DATA SUPPLIED:

::::

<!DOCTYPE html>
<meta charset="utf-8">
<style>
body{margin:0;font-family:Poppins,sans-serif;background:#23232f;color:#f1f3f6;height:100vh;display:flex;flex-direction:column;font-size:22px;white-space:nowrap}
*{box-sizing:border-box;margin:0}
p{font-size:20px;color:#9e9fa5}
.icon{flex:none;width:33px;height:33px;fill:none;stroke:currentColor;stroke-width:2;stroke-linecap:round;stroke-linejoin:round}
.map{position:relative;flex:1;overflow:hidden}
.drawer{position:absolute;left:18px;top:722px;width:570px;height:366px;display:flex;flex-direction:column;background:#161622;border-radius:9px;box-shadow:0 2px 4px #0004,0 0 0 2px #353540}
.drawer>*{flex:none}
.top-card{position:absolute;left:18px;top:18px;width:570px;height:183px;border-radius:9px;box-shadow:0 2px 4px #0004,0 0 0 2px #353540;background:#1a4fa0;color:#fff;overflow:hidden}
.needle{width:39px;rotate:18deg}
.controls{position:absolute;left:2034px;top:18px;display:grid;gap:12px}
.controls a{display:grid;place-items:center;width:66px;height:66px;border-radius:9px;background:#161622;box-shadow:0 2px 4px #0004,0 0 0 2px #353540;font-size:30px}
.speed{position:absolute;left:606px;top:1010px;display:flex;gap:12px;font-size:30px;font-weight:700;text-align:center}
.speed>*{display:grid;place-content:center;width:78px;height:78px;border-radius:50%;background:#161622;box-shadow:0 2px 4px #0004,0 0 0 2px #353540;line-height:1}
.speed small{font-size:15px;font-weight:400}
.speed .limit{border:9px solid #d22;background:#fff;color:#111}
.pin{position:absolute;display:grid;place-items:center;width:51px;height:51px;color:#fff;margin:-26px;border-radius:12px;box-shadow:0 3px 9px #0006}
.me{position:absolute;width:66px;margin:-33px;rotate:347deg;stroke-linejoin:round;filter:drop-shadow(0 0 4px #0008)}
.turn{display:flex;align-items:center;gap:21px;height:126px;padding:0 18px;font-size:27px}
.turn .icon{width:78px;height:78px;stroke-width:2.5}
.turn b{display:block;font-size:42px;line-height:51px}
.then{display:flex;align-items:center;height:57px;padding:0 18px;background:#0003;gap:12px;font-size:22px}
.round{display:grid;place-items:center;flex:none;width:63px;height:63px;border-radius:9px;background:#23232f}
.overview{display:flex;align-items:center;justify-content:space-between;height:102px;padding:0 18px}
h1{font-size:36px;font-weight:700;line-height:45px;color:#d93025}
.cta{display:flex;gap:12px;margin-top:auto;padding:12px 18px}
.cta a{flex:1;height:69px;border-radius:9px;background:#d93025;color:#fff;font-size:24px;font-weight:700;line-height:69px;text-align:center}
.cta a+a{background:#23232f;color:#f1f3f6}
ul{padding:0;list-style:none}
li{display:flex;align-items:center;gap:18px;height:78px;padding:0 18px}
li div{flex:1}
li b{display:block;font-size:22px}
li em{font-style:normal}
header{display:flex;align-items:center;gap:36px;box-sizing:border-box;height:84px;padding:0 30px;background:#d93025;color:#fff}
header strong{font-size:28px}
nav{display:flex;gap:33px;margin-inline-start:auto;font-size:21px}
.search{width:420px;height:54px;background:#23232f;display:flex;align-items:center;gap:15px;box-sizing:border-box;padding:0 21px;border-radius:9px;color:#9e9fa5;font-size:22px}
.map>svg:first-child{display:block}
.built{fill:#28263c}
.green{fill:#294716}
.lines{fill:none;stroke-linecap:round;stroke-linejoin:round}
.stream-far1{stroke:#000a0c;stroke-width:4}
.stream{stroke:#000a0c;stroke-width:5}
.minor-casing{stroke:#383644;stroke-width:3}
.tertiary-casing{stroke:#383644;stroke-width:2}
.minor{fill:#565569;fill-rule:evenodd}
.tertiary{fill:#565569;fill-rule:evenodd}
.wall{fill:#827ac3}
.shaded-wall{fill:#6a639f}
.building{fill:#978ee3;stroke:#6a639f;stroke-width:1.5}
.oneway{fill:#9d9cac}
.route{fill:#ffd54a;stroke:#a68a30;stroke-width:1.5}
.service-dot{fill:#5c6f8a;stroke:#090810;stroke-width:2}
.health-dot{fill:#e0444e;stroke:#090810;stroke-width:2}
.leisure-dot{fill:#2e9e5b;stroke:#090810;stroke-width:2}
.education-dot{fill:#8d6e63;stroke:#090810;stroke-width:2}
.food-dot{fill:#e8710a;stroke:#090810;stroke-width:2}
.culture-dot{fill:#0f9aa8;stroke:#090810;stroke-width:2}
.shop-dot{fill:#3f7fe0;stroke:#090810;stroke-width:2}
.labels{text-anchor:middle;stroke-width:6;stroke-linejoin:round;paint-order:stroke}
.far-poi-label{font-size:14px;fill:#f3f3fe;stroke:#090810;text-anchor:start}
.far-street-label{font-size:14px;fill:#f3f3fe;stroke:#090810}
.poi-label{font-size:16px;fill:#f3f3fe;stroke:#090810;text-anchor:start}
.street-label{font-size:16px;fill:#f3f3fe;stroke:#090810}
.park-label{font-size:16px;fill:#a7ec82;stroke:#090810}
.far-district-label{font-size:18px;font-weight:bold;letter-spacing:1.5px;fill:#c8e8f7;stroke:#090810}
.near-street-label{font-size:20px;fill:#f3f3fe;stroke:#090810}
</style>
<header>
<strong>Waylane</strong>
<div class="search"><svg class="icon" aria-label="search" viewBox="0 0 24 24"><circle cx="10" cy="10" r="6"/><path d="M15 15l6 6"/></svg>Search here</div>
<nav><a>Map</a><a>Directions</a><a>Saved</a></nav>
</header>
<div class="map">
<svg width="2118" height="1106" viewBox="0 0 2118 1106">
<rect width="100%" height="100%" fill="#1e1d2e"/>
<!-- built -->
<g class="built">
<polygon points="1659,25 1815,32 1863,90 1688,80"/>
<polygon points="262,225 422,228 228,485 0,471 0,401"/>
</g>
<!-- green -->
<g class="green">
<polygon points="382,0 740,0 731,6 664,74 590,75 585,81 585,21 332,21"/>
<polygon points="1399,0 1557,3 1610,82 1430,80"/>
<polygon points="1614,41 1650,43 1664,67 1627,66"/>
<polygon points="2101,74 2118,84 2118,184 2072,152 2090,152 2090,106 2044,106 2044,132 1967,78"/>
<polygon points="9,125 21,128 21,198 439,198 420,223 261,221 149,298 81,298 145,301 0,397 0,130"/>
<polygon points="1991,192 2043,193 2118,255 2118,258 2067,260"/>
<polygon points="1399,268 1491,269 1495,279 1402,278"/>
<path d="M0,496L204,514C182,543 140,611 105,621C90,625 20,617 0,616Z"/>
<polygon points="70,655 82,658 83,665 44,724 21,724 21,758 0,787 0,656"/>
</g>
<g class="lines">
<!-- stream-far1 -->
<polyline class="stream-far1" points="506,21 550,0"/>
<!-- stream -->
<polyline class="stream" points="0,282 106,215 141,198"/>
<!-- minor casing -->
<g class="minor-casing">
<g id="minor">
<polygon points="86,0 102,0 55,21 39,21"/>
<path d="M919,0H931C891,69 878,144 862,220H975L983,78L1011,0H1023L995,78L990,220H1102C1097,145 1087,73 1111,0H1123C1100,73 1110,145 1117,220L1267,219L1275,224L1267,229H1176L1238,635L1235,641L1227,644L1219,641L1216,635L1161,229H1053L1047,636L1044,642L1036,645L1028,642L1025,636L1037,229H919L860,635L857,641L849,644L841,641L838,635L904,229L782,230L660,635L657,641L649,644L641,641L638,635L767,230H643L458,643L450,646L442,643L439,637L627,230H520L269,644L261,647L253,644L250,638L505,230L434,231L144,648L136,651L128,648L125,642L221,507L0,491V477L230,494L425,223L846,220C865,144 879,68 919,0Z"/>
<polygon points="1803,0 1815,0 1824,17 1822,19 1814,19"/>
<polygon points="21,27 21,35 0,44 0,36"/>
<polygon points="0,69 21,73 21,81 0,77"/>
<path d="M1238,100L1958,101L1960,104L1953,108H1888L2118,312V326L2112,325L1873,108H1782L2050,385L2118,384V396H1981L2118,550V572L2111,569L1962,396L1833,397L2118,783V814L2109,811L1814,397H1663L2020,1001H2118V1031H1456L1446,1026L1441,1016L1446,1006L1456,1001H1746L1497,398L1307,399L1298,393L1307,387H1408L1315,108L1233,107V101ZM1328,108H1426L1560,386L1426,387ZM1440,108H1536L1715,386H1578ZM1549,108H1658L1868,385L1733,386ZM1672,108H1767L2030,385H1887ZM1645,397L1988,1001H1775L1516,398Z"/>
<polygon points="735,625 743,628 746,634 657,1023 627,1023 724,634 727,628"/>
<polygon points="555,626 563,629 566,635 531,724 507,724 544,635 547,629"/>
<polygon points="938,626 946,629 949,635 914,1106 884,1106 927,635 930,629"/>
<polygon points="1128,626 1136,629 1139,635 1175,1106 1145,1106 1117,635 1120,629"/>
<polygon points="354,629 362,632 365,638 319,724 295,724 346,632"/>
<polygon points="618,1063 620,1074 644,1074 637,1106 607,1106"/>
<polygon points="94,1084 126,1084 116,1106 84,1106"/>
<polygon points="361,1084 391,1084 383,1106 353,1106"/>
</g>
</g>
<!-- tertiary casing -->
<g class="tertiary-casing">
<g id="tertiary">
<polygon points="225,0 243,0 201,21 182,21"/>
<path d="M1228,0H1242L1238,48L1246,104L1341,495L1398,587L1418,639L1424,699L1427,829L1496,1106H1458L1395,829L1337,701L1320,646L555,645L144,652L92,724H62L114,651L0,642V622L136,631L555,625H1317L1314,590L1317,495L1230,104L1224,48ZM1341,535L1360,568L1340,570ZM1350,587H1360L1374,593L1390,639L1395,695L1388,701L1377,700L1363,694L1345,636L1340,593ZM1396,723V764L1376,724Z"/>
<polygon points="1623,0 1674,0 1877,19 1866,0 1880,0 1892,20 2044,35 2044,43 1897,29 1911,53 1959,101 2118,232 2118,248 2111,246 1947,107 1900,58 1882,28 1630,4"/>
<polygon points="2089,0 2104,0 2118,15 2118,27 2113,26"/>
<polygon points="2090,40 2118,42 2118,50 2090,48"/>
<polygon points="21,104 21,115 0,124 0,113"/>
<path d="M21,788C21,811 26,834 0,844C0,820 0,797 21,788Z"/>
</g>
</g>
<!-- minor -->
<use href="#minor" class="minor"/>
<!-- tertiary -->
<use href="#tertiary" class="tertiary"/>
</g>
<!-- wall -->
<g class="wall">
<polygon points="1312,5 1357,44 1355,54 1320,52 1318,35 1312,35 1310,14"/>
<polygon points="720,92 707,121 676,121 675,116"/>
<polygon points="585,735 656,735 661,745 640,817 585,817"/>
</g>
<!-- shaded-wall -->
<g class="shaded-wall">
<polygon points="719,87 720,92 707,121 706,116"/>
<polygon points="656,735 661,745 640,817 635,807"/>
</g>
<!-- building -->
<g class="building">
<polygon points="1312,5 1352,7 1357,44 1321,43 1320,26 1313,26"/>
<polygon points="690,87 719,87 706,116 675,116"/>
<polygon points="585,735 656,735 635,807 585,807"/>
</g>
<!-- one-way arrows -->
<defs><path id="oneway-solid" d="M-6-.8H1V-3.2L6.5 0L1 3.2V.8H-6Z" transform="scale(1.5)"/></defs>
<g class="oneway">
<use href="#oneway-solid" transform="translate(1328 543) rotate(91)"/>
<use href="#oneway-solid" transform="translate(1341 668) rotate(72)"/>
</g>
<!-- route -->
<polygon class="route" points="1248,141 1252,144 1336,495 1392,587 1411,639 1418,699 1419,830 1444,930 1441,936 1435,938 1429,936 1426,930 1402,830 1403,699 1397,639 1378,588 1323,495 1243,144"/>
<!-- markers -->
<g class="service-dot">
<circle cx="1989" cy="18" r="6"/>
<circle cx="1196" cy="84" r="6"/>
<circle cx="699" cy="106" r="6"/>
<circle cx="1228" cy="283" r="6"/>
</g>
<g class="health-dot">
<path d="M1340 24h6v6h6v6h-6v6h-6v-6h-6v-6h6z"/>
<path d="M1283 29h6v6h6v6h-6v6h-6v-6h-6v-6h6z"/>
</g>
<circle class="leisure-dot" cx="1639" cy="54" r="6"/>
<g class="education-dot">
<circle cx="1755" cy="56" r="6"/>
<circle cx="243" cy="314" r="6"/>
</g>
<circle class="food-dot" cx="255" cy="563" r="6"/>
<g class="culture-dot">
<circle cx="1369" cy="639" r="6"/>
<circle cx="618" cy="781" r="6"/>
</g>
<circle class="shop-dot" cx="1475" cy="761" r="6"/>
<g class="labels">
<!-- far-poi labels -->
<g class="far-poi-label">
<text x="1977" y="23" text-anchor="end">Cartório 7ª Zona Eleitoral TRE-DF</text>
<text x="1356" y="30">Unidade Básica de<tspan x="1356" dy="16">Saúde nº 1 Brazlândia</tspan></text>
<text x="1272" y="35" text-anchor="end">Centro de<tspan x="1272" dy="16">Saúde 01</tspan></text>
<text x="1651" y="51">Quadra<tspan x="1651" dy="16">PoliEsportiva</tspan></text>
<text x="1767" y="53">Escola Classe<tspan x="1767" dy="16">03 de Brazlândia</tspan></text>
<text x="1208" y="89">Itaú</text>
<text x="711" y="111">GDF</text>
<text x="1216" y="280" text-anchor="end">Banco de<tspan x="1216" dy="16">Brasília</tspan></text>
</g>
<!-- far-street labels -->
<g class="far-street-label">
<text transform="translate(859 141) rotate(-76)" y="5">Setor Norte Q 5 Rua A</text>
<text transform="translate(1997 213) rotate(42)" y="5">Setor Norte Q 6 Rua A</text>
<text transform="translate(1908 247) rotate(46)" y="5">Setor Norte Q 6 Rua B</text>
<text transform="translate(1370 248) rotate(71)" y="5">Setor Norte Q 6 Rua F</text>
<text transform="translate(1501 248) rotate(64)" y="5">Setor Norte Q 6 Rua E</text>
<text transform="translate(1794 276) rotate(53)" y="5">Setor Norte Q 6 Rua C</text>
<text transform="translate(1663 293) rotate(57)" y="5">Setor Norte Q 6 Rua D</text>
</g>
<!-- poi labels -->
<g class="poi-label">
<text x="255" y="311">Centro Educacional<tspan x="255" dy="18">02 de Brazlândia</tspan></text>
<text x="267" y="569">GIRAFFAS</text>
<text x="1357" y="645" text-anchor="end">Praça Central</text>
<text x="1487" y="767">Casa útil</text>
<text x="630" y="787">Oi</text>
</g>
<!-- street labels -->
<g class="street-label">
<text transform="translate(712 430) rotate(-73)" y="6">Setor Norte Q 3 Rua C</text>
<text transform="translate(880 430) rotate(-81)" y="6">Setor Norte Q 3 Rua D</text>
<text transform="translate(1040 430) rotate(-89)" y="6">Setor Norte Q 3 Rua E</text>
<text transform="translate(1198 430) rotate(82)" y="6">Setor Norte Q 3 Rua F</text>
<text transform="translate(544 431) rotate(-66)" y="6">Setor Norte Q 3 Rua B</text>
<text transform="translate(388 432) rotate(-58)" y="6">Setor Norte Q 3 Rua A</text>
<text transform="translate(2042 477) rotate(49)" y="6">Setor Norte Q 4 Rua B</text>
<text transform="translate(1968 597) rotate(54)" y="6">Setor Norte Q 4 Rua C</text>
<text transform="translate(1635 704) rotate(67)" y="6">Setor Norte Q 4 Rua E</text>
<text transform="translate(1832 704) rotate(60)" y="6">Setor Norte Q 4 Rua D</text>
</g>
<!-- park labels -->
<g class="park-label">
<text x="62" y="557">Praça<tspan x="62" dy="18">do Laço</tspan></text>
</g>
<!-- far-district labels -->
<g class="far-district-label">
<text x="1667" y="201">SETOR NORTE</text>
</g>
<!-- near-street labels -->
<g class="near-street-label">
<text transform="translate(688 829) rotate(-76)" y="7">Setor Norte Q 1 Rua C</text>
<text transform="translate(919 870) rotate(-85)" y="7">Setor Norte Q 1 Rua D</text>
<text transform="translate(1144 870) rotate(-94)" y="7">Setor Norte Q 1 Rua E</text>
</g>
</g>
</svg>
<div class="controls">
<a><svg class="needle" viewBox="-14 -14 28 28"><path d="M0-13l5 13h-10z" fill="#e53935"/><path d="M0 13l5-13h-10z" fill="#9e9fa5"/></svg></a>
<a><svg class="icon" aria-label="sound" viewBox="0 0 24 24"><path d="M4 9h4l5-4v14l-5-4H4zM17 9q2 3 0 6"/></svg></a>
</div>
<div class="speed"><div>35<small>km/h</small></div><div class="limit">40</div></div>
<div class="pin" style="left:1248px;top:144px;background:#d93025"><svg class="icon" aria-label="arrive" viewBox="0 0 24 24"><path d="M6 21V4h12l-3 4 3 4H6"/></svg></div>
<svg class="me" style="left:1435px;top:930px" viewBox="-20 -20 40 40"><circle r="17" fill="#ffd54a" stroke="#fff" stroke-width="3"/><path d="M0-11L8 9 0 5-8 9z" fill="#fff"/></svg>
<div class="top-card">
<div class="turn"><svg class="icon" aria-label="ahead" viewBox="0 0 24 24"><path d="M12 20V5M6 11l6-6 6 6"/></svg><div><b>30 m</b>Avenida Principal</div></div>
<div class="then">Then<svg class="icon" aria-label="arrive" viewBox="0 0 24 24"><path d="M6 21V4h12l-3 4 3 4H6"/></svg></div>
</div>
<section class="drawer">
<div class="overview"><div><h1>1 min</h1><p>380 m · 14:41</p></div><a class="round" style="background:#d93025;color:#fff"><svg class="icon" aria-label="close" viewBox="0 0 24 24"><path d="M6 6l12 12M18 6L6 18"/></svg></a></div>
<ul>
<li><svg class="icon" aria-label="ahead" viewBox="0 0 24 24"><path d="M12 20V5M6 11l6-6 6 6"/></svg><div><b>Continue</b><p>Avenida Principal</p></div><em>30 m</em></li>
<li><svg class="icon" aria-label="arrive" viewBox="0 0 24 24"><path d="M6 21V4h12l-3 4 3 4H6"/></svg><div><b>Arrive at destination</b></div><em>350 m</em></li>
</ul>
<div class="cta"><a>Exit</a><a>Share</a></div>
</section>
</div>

::::

REQUIRED ACTION:
Copy every line of the data that carries the word "arrive".

EXPECTED ANSWER:
<div class="pin" style="left:1248px;top:144px;background:#d93025"><svg class="icon" aria-label="arrive" viewBox="0 0 24 24"><path d="M6 21V4h12l-3 4 3 4H6"/></svg></div>
<div class="then">Then<svg class="icon" aria-label="arrive" viewBox="0 0 24 24"><path d="M6 21V4h12l-3 4 3 4H6"/></svg></div>
<li><svg class="icon" aria-label="arrive" viewBox="0 0 24 24"><path d="M6 21V4h12l-3 4 3 4H6"/></svg><div><b>Arrive at destination</b></div><em>350 m</em></li>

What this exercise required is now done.